Les réductions de dépenses comptent

Depuis 1966, lorsque le rapport Coleman a soulevé la question pour la première fois, les décideurs et les universitaires ont débattu de la question de savoir si les dépenses des écoles publiques comptent pour les résultats des élèves. Il existe un consensus croissant sur le fait que l’argent peut avoir de l’importance. Mais à ce jour, aucune étude n’a examiné comment les écoles réagissent à d’importantes réductions de financement et comment ces réductions affectent les résultats des élèves. Nos résultats confirment que l’argent a de l’importance dans l’éducation et fournissent de nouvelles preuves que les réductions des dépenses scolaires ont également de l’importance.

Nous montrons que la baisse du soutien de l’État et les réductions ultérieures des budgets scolaires locaux peuvent ralentir les progrès des élèves avec des conséquences potentiellement durables. Premièrement, les réductions de dépenses qui ont suivi la Grande Récession ont mis fin à une augmentation de cinq décennies des résultats des élèves aux tests de lecture et de mathématiques, donnant le coup d’envoi à ce que certains ont appelé une « décennie perdue » en termes de réussite des élèves. Deuxièmement, ces coupes ont également été associées à un ralentissement des taux de fréquentation de l’université parmi les étudiants en passe de devenir des étudiants de première année, ce qui a peut-être sapé l’élan de certains étudiants à un moment critique de la transition entre la maternelle et le secondaire et l’enseignement supérieur. Ces conséquences sont évidentes malgré la loi fédérale American Recovery and Reinvestment Act de 2009, un programme de relance qui a partiellement compensé les réductions des dépenses d’éducation. Ses fonds étaient insuffisants pour compenser entièrement les pertes, bien qu’ils aient probablement contribué à réduire la gravité des réductions dans les années qui ont immédiatement suivi la récession.

Plus d’une décennie plus tard, certaines des réductions des dépenses d’éducation liées à la Grande Récession n’ont pas encore été entièrement rétablies. À l’ère de la pandémie, alors que nous sommes confrontés à une autre récession imminente et à des budgets d’État restreints, les années à venir semblent devoir inclure de nouvelles réductions. Les fonds de relance fédéraux pourraient être nécessaires pour aider à prévenir des effets néfastes similaires sur les résultats des élèves.

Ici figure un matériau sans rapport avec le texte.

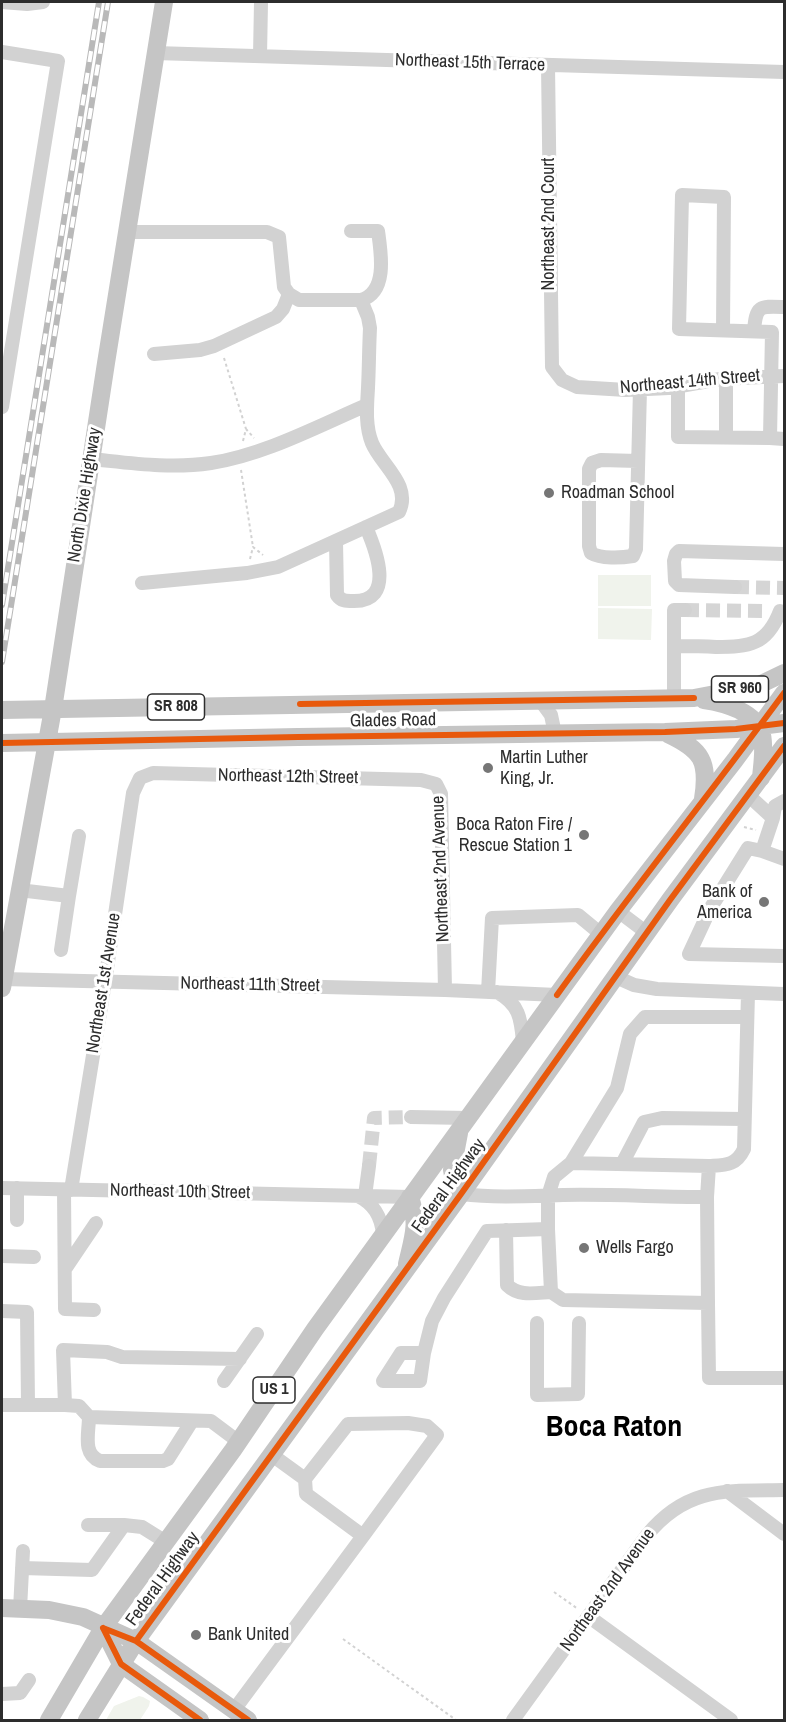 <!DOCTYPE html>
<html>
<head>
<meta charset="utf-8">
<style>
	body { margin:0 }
	#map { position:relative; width:786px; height:1722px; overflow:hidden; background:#fff; font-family:"Archivo Narrow",sans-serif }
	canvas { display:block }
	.frame { position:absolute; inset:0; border:3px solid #2d2d2d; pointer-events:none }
</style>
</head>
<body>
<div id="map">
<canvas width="786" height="1722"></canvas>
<div class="frame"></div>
</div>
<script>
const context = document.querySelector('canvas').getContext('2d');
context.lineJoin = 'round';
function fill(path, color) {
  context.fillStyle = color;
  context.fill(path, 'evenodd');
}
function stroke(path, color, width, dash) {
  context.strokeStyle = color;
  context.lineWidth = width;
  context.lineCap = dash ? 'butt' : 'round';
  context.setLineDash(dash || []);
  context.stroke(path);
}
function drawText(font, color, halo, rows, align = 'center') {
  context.font = font + ' "Archivo Narrow",sans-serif';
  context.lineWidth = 6;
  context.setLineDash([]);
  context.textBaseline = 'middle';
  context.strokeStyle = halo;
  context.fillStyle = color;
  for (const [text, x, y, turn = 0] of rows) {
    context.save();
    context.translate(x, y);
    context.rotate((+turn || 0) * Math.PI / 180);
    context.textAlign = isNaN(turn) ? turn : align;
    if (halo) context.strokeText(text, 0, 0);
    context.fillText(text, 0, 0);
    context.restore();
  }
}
fill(new Path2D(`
	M598,575H651V606H598Z
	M598,608L652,609L651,640L598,639Z
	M139,1696L143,1697L150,1701L149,1706L140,1720H106L114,1706Z`), '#f0f3ec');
stroke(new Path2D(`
	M735,587L784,588
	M685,610L766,611
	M369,1166L374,1118L411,1117`), '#d5d5d5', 14, [14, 7]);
stroke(new Path2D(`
	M224,358L246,429
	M243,441L246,429L254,438
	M241,470L253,547
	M250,559L253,547L263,555
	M744,827L756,830
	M554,1592L578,1609
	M343,1639L456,1720`), '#d2d2d2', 2, [3, 3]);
stroke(new Path2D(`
	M2,2L27,4L43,2
	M2,52L58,61L2,407
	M155,53L784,72
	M260,56L261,2
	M548,65L552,367L562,380L577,387L626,390L669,388L720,379L784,376
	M126,232H267L279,237L284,287L289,294L299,300H361C388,292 381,253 378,231H351
	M723,330L724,197L682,195L679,329L772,332L770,438L784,439
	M754,331C756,305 760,306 784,307
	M154,354L200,350L214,346L276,317L283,309L289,294
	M678,386V437L770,438
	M726,437V378
	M91,459C131,463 170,469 211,463C264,455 318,426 367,405
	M638,461L601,460L592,463L589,469V546L591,553C601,559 621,558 633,556L636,549L640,389
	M336,541L337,595C341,601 346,601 353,601C396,602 376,550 366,527
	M142,583L247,573L278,567L399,512C412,485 381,465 372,443C365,426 367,406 368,388C369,368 369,348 370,328L368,317L361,300
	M735,587L679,585L675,581L674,561L676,554L679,551L784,554
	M674,646C688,646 702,646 716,647C749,647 767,645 780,611
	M674,698V610H685
	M540,700L551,715L555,734
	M748,795L773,818L762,851L748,848L710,909L689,954L784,956
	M773,818L775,806L784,801
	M762,851L784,859
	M19,890L69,896L79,836
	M618,911L647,933
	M61,950L69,896
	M616,977L634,985L657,989L784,994
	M3,979L445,990L557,995
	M488,992L492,918L578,915L601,934
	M497,992C519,1004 521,1018 523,1042
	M411,1117L468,1118
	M571,1163L709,1166
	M622,1164L644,1122L662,1118L744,1119
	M2,1188L410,1197
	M17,1188V1220
	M64,1190L65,1309L94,1310
	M71,1190L105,982L133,793L140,778L153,773L421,780L436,784L441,794L445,990
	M461,1194C496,1198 529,1196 563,1195C611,1194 659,1197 707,1197
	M358,1196C374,1204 381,1216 383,1234
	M365,1196L369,1166
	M506,1230L507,1285C519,1297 535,1293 551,1292L548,1229
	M2,1256L34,1257
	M65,1269L96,1223
	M551,1292L563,1300L708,1303L707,1197L709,1166C725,1165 736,1166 744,1149L748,993
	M708,1303L709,1378H784
	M2,1311L27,1312L28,1405H2
	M537,1323V1395L578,1394L579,1323
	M424,1353L420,1381H383L401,1353H424L432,1321L444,1298L487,1231L548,1229V1196L554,1177L571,1163L617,1088L630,1034L645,1017H747
	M224,1381L257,1334
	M28,1405H65
	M89,1417C89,1433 82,1454 100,1461H163L168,1459L192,1421
	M239,1442L211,1421L89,1417L79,1406L65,1405L63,1350L107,1352L122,1357L240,1359
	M305,1479L348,1424L408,1423L427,1426L437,1435L363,1536
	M727,1491L784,1534
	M124,1525L142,1527L166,1542
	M22,1568L92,1570L124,1525H88
	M20,1609L23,1551
	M588,1616L731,1720
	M2,1694L20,1693L29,1680
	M234,1710L363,1536L306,1494L305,1479L272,1455
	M513,1720L647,1535C687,1486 727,1491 784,1490`), '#d2d2d2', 14);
stroke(new Path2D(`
	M704,700C725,703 757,712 762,735C765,749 762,765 761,778
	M2,710L694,698L757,686L784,673
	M668,734C702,750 709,761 703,799
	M2,743L298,737L665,732L736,729L784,723
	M2,988L53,709L106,363L164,2
	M459,1133L452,1170L454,1181L461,1194
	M407,1264C413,1238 419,1224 410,1197
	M2,1608L49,1610L83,1617L136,1641L248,1720
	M103,1628L121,1664L200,1720
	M49,1720L103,1628L233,1450L315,1329L618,911L735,760L784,693
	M87,1720L136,1641L461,1194L670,900L784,746`), '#c5c5c5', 18);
const rail = new Path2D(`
	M2,605L99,2
	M2,662L108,2`);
stroke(rail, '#b9b9b9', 6);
stroke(rail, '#fff', 4, [11]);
stroke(new Path2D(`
	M300,704L694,698
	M2,743L298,737L665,732L736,729L784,723
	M557,995C631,892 710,794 784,693
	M103,1628L136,1641L248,1720
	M103,1628L121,1664L200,1720
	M136,1641L461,1194L670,900L784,746`), '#e8590c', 6);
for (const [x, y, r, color] of [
	[549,493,6,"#767676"],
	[488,768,6,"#767676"],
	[584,835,6,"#767676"],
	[764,902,6,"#767676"],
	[584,1248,6,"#767676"],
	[196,1635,6,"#767676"]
]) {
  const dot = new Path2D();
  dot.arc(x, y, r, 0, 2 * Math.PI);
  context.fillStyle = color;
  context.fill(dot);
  stroke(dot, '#fff', 2);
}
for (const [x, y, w] of [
	[740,689,57],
	[176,707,57],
	[274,1390,42]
]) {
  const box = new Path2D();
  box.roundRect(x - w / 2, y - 13, w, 26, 4.5);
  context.fillStyle = '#fff';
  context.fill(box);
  stroke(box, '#2d2d2d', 1.5);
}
drawText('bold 16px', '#2d2d2d', null, [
	["SR 960",740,689],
	["SR 808",176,707],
	["US 1",274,1390]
]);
drawText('18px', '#2d2d2d', '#fff', [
	["Northeast 15th Terrace",470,63,2],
	["Northeast 2nd Court",549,224,-90],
	["Northeast 14th Street",690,382,-5],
	["North Dixie Highway",85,495,-81],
	["Glades Road",393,721,-1],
	["Northeast 12th Street",288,777,1],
	["Northeast 2nd Avenue",441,869,-92],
	["Northeast 1st Avenue",104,983,-81],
	["Northeast 11th Street",250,985,1],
	["Federal Highway",449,1186,-54],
	["Northeast 10th Street",180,1192,1],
	["Federal Highway",163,1579,-54],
	["Northeast 2nd Avenue",608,1590,-54]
]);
drawText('18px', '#2d2d2d', '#fff', [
	["Roadman School",561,493],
	["Martin Luther",500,758],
	["King, Jr.",500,779],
	["Boca Raton Fire /",572,825,"right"],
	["Rescue Station 1",572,846,"right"],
	["Bank of",752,892,"right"],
	["America",752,913,"right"],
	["Wells Fargo",596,1248],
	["Bank United",208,1635]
], 'left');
drawText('bold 30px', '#000', '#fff', [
	["Boca Raton",614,1428]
]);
</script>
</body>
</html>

En outre, étant donné que les conséquences de la réduction des dépenses d’éducation publique sont durables, les États confrontés à une série de décisions financières difficiles pourraient souhaiter donner la priorité au rétablissement des budgets de l’éducation dès que possible après la reprise. Bien que l’impact des périodes économiques difficiles sur les écoles publiques puisse se faire sentir pendant des années, la gravité des conséquences pour les étudiants peut être minimisée en maintenant le soutien à l’enseignement autant que possible.

C. Kirabo Jackson est professeur de développement humain et de politique sociale à la Northwestern University, où Cora Wigger est candidate au doctorat. Heyu Xiong est professeur adjoint à l’université Case Western Reserve. Cet article est adapté d’une étude intitulée « Do School Spending Cuts Matter ? Evidence from The Great Recession » à paraître dans l’American Economic Journal : Economic Policy.

Laisser un commentaire

Votre adresse e-mail ne sera pas publiée.